EXCELLENT !From
Michael Tanji of
GroupIntel Blog, rare
good news in the guise of quiet change of practice in
the IC:
"But the Office of the Director of National Intelligence seems to be casting an unusually wide net as it seeks the best qualified staff it can find in academia and the public interest sector.
Historian Nancy Bernkopf Tucker, a China specialist at Georgetown University, became an Assistant Deputy Director of National Intelligence for Analytic Integrity in January 2006, and was appointed last month as the first ODNI “analytic ombudsman.” (She also previously served in the State Department...Trying to get IC leadership to hire people from outside the gene pool is something akin to cold fusion: we’d all like it to happen, but progress has been limited and tainted by hoaxes.

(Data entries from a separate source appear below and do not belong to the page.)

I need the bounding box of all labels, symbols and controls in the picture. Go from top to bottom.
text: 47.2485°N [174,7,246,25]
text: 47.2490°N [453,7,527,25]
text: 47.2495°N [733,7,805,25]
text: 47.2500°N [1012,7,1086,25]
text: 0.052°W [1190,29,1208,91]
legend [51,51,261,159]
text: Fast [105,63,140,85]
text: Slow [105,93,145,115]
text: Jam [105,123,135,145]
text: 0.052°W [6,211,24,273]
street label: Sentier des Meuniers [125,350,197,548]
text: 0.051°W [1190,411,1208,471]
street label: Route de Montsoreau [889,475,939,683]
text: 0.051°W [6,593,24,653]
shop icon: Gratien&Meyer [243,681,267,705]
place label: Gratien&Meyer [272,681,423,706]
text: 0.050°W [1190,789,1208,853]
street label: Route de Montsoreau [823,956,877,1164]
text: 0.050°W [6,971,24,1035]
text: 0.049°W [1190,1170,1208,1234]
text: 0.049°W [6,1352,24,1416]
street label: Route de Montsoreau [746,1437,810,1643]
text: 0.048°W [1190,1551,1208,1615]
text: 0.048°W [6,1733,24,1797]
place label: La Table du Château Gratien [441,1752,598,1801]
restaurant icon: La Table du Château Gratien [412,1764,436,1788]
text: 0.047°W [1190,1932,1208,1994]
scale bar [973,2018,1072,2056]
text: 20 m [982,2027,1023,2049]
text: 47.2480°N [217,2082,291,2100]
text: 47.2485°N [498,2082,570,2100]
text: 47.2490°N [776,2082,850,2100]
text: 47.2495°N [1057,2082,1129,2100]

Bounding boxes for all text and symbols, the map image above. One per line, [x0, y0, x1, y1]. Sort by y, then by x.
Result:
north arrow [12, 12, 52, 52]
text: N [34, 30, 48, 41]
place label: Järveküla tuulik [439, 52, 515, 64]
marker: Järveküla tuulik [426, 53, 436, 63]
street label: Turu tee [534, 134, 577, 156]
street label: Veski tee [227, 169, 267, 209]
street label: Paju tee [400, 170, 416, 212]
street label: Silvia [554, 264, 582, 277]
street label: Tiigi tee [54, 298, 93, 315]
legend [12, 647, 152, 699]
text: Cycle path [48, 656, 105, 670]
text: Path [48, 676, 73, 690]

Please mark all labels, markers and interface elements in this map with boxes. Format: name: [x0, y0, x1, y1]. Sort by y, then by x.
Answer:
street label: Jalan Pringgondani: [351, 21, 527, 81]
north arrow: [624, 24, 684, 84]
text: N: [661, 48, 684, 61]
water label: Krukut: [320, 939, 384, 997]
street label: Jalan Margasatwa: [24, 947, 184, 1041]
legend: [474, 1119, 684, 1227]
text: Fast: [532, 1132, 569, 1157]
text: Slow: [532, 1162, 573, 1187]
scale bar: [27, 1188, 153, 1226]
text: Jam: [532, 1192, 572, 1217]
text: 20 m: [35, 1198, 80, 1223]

A lot of potential hires don’t get accepted because while their real-world experience is stellar, the lack of clearance means tendering an offer is a crap-shoot; maybe they get cleared but it takes a year; maybe a year passes and they fail the poly. “Outsiders” tend to only be strangers from a given agency and inevitably golfing/poker/drinking/academy buddies of the guy running the show. There is a certain amount of tradition to the practice and sometimes it actually works, but there is nothing like creating new high-end gigs and then filling them with your pals to depress the workforce and make them wonder if directorship brings with it ownership papers. Even cross-pollination of disciplines is rare, even when such moves would make supreme sense. “Not invented here” syndrome has a little-known cousin, “Not hired here.”Counterintelligence security is an important concept but as it was practiced during the Cold War may not be the best practice for the War on Terror in an increasingly open source, high complexity, deep uncertainty, world. No group, however bright and well-trained, can maintain its analytical edge through institutional insularity and isolation.
Opening up to outside "superstars" and mixing them with the cream of the insiders is a must to shake things up in a way that will not be reflected by little boxes and dotted lines on an org chart.